I guess when I write about things that tick me off, like corporate crap and injustices in the world, I do it also in the hope that it will make more people think about those things should they happen to stop by and read it. I also like to see if there are more people who think like me out there. Especially in the past few weeks I've had people comment and they're expressing their own individual views and I love it!
I've had this blog for a few years and it's almost a year ago since I decided to delete all the old posts and start anew. I've thought about adding them all back but I'm not sure I want to. I don't think I'm the same person I was even a year ago.
Right now, at this exact moment, I feel incredibly blessed. In the past few months I've stumbled across a lot of really good blogs that I started to read regularly and these people are now coming to visit me. I feel humbled.

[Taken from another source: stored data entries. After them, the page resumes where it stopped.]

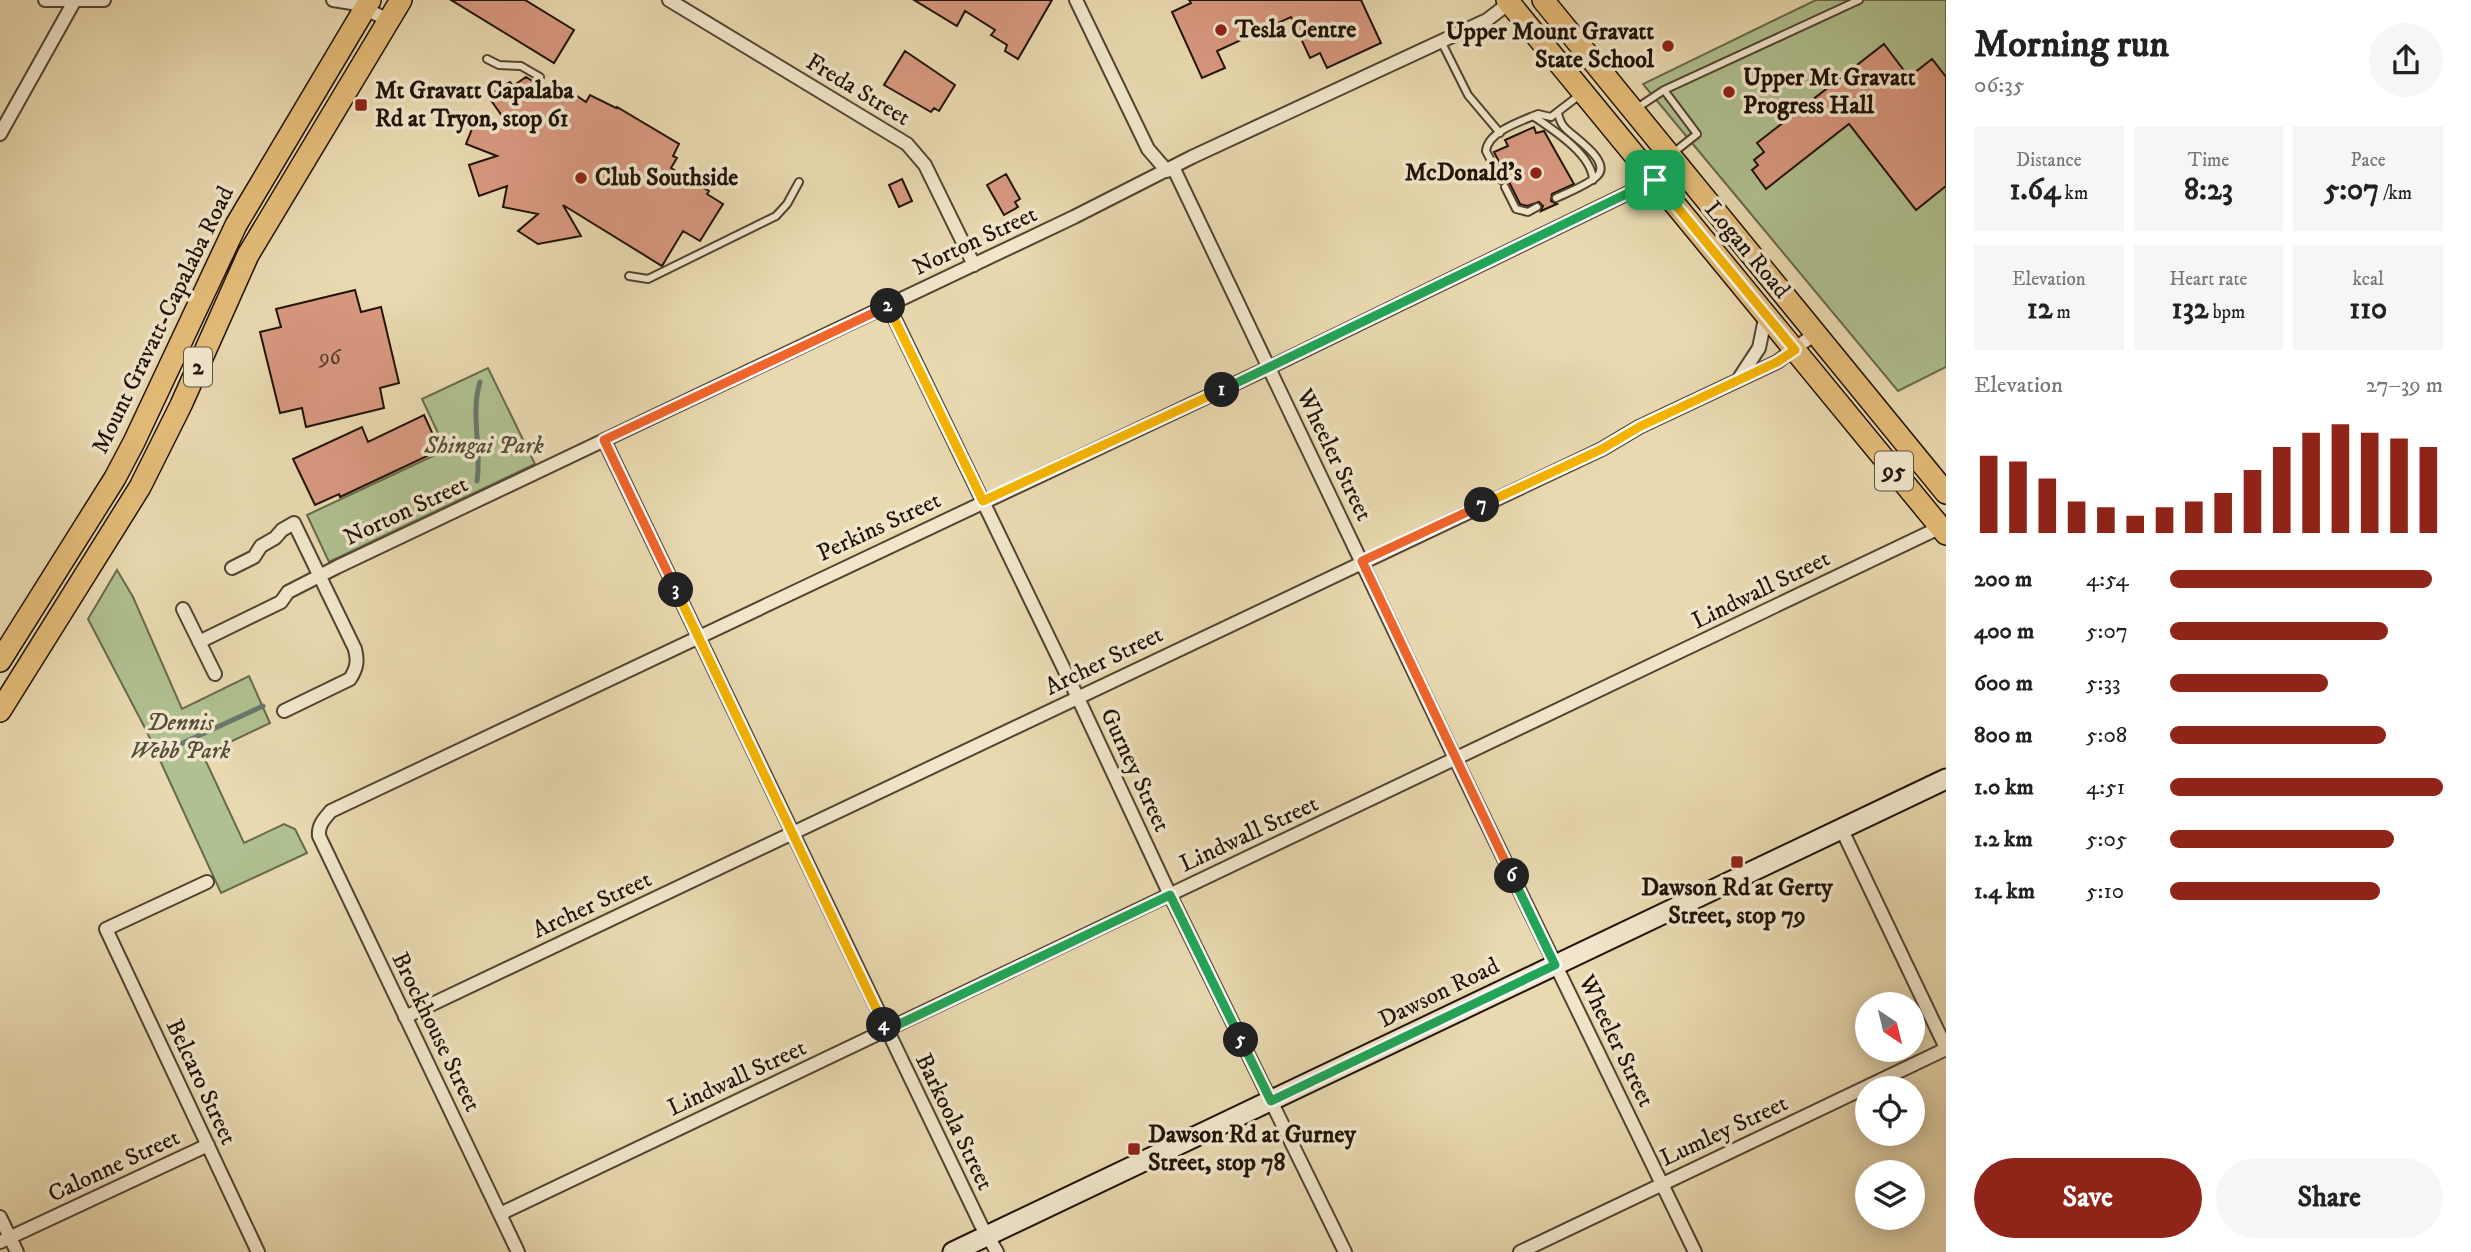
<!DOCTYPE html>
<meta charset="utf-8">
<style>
:root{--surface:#fff;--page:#f6f6f6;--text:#222;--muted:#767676;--accent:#8f2418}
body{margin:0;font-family:"IM FELL DW Pica",serif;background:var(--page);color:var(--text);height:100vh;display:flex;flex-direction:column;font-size:26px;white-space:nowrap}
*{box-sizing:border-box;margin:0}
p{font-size:23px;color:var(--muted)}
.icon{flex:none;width:38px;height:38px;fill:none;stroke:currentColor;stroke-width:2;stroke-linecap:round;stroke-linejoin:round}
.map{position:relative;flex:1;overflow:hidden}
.panel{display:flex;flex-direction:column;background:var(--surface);width:525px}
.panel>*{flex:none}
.needle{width:46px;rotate:145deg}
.controls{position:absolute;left:1855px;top:992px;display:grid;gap:14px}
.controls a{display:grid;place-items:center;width:70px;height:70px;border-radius:50%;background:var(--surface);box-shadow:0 4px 18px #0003;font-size:35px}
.pin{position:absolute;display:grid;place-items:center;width:60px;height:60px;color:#fff;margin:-30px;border-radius:14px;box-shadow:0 4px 10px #0006}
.km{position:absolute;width:35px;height:35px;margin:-18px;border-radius:50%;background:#222;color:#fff;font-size:19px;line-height:35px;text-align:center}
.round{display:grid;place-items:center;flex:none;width:74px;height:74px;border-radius:37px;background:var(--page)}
.head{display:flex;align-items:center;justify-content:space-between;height:119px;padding:0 28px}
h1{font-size:38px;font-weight:700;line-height:52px}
.stats{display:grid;grid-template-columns:repeat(3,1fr);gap:10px;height:119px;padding:7px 28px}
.stats div{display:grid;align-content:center;border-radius:0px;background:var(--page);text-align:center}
.stats b{font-size:30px;font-weight:700}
.stats small{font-size:19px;font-weight:400}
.stats p{font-size:19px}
.chart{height:196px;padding:14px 28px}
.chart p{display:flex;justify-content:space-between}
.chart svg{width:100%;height:126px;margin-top:7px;stroke:var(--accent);stroke-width:6}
.primary-button{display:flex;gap:14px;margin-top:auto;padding:14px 28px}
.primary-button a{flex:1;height:80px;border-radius:42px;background:var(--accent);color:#fff;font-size:28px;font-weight:700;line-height:80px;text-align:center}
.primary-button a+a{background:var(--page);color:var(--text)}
ul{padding:0 28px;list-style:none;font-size:23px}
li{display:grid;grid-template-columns:112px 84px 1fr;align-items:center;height:52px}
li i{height:18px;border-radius:9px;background:var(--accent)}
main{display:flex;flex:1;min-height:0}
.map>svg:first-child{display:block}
.green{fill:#b0c090;stroke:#686a4c;stroke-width:2}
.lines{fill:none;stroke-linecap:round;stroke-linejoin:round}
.stream{stroke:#69776e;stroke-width:5}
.building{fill:#d89880;stroke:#201307;stroke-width:2}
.service-casing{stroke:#524431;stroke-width:10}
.minor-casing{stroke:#524431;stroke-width:16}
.secondary-casing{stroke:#201307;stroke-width:23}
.primary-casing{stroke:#201307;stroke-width:24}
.trunk-casing{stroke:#201307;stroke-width:24}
.service{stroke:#f1e6cc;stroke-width:6}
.minor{stroke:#f1e6cc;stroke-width:12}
.secondary{stroke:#f1e6cc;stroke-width:19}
.primary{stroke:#e4bc78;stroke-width:21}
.trunk{stroke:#e4bc78;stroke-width:21}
.split-1-casing{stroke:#fff;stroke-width:14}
.split-2-casing{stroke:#fff;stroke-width:14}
.split-3-casing{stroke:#fff;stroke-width:14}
.split-4-casing{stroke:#fff;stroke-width:14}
.split-5-casing{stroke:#fff;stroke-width:14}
.split-6-casing{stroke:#fff;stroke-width:14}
.split-7-casing{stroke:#fff;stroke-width:14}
.split-8-casing{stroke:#fff;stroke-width:14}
.split-1{stroke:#22a559;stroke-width:9}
.split-2{stroke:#f5b400;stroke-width:9}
.split-3{stroke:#f0652b;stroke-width:9}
.split-4{stroke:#f5b400;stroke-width:9}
.split-5{stroke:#22a559;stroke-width:9}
.split-6{stroke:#22a559;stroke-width:9}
.split-7{stroke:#f0652b;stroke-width:9}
.split-8{stroke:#f5b400;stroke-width:9}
.poi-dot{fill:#8f2418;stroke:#f1e6cc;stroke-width:2.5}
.labels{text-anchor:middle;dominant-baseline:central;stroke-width:7;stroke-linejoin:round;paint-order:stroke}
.number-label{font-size:21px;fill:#4e3425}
.shield{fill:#f1e6cc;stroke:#5f5242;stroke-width:2}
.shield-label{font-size:23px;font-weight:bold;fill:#201307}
.poi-label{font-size:24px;font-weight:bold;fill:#201307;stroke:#f1e6cc;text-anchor:start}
.street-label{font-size:24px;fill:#201307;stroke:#f1e6cc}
.park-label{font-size:24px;font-style:italic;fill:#525037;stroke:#f1e6cc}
</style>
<main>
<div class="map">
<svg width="1946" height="1252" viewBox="0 0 1946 1252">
<rect width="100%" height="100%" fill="#e9d9b0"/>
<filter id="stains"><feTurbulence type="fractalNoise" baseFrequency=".00286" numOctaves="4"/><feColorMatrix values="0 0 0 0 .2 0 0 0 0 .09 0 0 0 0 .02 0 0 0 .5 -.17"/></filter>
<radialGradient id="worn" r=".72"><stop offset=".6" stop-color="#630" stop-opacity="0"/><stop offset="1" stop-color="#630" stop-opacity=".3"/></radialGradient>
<!-- green -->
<path class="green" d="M 1816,0 L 1946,0 L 1946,367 L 1898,391 L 1643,84 Z
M 488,368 L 535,464 L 329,562 L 307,515 L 446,450 L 422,399 Z
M 117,570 L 133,597 L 182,709 L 249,676 L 270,723 L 203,755 L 244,843 L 284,824 L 295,829 L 307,853 L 221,893 L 146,730 L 88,619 Z"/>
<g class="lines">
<!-- stream -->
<path class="stream" d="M 477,481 C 482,447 470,415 480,382
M 161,753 L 263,706"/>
</g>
<!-- building -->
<path class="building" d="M 451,0 L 525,0 L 574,30 L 554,63 Z
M 914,0 L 1052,0 L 1018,59 L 1005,51 L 1007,45 L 991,35 L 995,30 L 965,11 L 957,26 Z
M 1189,0 L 1361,0 L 1381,43 L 1327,68 L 1320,53 L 1310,58 L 1291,17 L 1217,51 L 1225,68 L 1202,78 L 1172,12 L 1191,3 Z
M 1884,44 L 1909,77 L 1932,59 L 1946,77 L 1946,186 L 1916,210 L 1849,124 L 1766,189 L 1752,170 L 1758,165 L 1754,160 L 1764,152 L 1757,143 Z
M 905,51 L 955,85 L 939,111 L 934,108 L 931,112 L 884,85 Z
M 526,77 L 552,93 L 554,90 L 570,101 L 574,94 L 586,102 L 590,95 L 616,108 L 617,107 L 679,144 L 673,156 L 677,158 L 671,168 L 709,191 L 707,194 L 723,204 L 700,241 L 683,231 L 662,266 L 563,205 L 581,236 L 538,244 L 518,231 L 538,214 L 503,207 L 507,186 L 479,196 L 469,165 L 497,156 L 466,144 L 478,114 L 509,126 L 488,96 L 510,82 L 513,86 Z
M 1534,127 L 1536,133 L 1544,131 L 1574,184 L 1552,194 L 1551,201 L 1557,204 L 1541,211 L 1543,206 L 1539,202 L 1527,206 L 1520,204 L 1494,152 L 1508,146 L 1505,140 Z
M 1006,174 L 1020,199 L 1015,202 L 1018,207 L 1004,215 L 987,185 Z
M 902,179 L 912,201 L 899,207 L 889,185 Z
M 355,290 L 361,312 L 381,307 L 399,383 L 380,388 L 384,408 L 306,427 L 302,408 L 280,413 L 260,332 L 281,327 L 276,309 Z
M 424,415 L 440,450 L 340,497 L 339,494 L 315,505 L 293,459 L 362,427 L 368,442 Z"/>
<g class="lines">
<!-- service casing -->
<g class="service-casing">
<path id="service" d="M 1441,41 L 1468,95 L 1500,133
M 487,59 L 499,65 L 521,66 L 540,77
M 1664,90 L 1697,134 L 1673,153
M 1637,108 L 1664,90 L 1859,0
M 1533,116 C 1552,129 1592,154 1593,180
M 1501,180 L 1486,151 C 1488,131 1522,121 1538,114 L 1551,117 L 1581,94
M 1505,187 L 1516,209 L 1528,212 L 1537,207
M 1556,198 C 1569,192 1585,186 1596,177 C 1614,162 1573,137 1565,128 C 1561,124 1559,118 1558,113
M 629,276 L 648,279 L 776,216 L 787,204 L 799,182"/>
</g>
<!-- minor casing -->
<g class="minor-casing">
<path id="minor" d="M 45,0 L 104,0
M 333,0 L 352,3 L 389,20
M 669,0 L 907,144 L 925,165 L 974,265
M 1076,0 L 1148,149 L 1167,171
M 0,134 L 75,0
M 1173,167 L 1456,760 L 1695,1252
M 888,305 L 1078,698 L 1170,895 L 1345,1252
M 1740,377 L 1759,348 L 1766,314
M 604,440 L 981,1225 L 997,1252
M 232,568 L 254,557 L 261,546 L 275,538 L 282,530 L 294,523 L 355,649 C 358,661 357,668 350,679 L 284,711
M 183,609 L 215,674
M 199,642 L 281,602 L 288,592 L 337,567 L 1074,217 L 1192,157 L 1487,20 L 1513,0
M 1841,828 L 1946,1048
M 207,882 L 106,929 L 258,1252
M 405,1017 L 1602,449 L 1639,427 L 1777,362 L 1816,333
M 500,1214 L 1941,527
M 0,1217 L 17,1252
M 0,1242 L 208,1145
M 518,1252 L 319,836 C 318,825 324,819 331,811 L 1268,368 L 1655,180
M 1520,1252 L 1946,1049"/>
</g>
<!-- secondary casing -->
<g class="secondary-casing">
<path id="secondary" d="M 953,1252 L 1946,779"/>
</g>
<!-- primary casing -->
<g class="primary-casing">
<path id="primary" d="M 1507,0 L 1946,534
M 1543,0 L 1946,493"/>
</g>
<!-- trunk casing -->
<g class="trunk-casing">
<path id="trunk" d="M 0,661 L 115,478 L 134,442 L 236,225 L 370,0
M 0,711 L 140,487 L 181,405 L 248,255 L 401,0"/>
</g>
<!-- service -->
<use href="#service" class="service"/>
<!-- minor -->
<use href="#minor" class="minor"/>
<!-- secondary -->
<use href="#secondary" class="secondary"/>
<!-- primary -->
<use href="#primary" class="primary"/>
<!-- trunk -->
<use href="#trunk" class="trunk"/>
</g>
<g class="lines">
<!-- split-1 casing -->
<g class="split-1-casing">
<path id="split-1" d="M 1222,390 L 1655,180"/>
</g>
<!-- split-2 casing -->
<g class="split-2-casing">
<path id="split-2" d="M 888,306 L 983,501 L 1222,390"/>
</g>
<!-- split-3 casing -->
<g class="split-3-casing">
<path id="split-3" d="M 676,590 L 604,440 L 888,306"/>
</g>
<!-- split-4 casing -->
<g class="split-4-casing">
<path id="split-4" d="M 676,590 L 884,1025"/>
</g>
<!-- split-5 casing -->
<g class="split-5-casing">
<path id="split-5" d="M 884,1025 L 887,1030 L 1170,895 L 1241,1040"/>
</g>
<!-- split-6 casing -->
<g class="split-6-casing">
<path id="split-6" d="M 1241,1040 L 1271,1101 L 1555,965 L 1512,876"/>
</g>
<!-- split-7 casing -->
<g class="split-7-casing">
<path id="split-7" d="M 1482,505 L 1362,561 L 1512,876"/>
</g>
<!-- split-8 casing -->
<g class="split-8-casing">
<path id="split-8" d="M 1482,505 L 1602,449 L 1639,427 L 1777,362 L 1795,350 L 1655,180"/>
</g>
<!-- split-1 -->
<use href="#split-1" class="split-1"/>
<!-- split-2 -->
<use href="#split-2" class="split-2"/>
<!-- split-3 -->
<use href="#split-3" class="split-3"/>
<!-- split-4 -->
<use href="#split-4" class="split-4"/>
<!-- split-5 -->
<use href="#split-5" class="split-5"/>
<!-- split-6 -->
<use href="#split-6" class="split-6"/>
<!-- split-7 -->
<use href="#split-7" class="split-7"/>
<!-- split-8 -->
<use href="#split-8" class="split-8"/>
</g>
<!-- markers -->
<g class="poi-dot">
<circle cx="1221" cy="30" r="7"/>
<circle cx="1668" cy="46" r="7"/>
<circle cx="1729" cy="92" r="7"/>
<rect x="354" y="98" width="14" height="14" rx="3.5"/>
<circle cx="1536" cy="173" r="7"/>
<circle cx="581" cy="178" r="7"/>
<rect x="1730" y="855" width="14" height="14" rx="3.5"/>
<rect x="1127" y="1142" width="14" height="14" rx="3.5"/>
</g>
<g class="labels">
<!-- number labels -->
<g class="number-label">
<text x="330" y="358">96</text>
</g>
<!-- shield labels -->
<g class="shield">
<rect x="184" y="347.5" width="28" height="39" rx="5"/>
<rect x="1875" y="451.5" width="38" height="39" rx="5"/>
</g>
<g class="shield-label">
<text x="198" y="367">2</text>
<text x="1894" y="471">95</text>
</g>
<!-- poi labels -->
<g class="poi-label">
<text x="1235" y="30">Tesla Centre</text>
<text x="1654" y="32" text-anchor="end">Upper Mount Gravatt<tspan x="1654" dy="28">State School</tspan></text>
<text x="1743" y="78">Upper Mt Gravatt<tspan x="1743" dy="28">Progress Hall</tspan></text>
<text x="375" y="91">Mt Gravatt Capalaba<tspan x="375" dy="28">Rd at Tryon, stop 61</tspan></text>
<text x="1522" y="173" text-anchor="end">McDonald's</text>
<text x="595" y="178">Club Southside</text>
<text x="1737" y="888" text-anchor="middle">Dawson Rd at Gerty<tspan x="1737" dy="28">Street, stop 79</tspan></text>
<text x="1148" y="1135">Dawson Rd at Gurney<tspan x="1148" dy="28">Street, stop 78</tspan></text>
</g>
<!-- street labels -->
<g class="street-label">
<text transform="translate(858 90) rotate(31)">Freda Street</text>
<text transform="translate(975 241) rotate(-25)">Norton Street</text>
<text transform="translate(1747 250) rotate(50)">Logan Road</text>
<text transform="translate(163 320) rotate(-64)">Mount Gravatt-Capalaba Road</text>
<text transform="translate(1334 455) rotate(64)">Wheeler Street</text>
<text transform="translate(406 511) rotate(-25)">Norton Street</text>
<text transform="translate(879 527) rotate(-25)">Perkins Street</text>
<text transform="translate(1761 590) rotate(-26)">Lindwall Street</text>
<text transform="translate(1104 661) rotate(-26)">Archer Street</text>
<text transform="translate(1135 770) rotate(65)">Gurney Street</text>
<text transform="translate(1249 834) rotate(-25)">Lindwall Street</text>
<text transform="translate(592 905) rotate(-25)">Archer Street</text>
<text transform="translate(1439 993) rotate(-26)">Dawson Road</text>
<text transform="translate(436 1032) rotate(64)">Brockhouse Street</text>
<text transform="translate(1616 1041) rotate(64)">Wheeler Street</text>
<text transform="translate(737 1078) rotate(-25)">Lindwall Street</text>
<text transform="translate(201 1082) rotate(65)">Belcaro Street</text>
<text transform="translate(954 1122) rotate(64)">Barkoola Street</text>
<text transform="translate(1724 1131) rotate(-25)">Lumley Street</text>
<text transform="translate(114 1166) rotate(-25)">Calonne Street</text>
</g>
<!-- park labels -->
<g class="park-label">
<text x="484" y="446">Shingai Park</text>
<text x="180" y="723">Dennis<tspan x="180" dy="28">Webb Park</tspan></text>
</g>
</g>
<rect width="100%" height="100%" filter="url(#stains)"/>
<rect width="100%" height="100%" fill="url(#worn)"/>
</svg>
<div class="controls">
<a><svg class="needle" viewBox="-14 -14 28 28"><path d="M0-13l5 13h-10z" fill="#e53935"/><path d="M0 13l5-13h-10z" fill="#767676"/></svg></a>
<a><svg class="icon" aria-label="locate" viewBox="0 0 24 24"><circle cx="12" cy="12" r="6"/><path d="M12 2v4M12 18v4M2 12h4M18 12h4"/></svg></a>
<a><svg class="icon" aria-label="layers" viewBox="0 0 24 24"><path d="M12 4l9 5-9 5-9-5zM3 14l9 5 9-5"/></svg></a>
</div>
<div class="pin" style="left:1655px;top:180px;background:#1e9e55"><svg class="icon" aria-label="arrive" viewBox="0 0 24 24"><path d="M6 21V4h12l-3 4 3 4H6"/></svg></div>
<b class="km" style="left:1222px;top:390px">1</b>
<b class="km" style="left:888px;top:306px">2</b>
<b class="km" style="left:676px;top:590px">3</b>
<b class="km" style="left:884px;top:1025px">4</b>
<b class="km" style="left:1241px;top:1040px">5</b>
<b class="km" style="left:1512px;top:876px">6</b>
<b class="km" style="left:1482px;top:505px">7</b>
</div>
<section class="panel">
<div class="head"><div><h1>Morning run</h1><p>06:35</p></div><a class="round"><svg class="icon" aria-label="share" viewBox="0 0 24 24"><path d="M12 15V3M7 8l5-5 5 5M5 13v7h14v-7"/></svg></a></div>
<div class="stats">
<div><p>Distance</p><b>1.64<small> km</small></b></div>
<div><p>Time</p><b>8:23</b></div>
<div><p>Pace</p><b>5:07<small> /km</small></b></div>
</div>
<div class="stats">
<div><p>Elevation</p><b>12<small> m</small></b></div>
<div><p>Heart rate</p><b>132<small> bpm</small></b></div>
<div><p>kcal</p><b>110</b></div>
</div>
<div class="chart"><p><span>Elevation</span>27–39 m</p>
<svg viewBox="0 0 160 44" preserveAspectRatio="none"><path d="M5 44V17M15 44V19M25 44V25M35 44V33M45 44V35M55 44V38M65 44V35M75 44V33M85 44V30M95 44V22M105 44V14M115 44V9M125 44V6M135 44V9M145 44V11M155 44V14"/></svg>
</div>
<ul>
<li><b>200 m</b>4:54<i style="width:96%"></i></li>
<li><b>400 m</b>5:07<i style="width:80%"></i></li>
<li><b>600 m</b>5:33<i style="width:58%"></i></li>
<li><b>800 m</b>5:08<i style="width:79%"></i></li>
<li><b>1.0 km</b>4:51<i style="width:100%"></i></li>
<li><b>1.2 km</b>5:05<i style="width:82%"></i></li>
<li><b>1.4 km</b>5:10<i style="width:77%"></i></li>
</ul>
<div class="primary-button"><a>Save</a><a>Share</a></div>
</section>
</main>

All this may seem a little like sentimental crap but I'll tell you why it feels so important to me right now. I have a voice again. For so many years I wasn't talking at all and I've held it in. The moment I let it lose in this blog I expected that it would be ignored or criticized but instead I'm seeing people come back and I keep track of them in turn on their blogs.
If you're one of the people who come by regularly, and I know you are because I look at the stats, and never comment please join in. I'm no comment whore - I just love a good discussion.
I've had so many great comments today and I hope all of you stick around. You've all just made my day!
This little possum is off to her nest to get some well earned sleep.
If I'm lucky cat #3 wants to play teddy bear again and I get to cuddle up with her little warm body against mine. We pretend we're little bunny rabbits but we don't tell anyone because we fear they will think we're being childish. Cats worry about things like that too you know.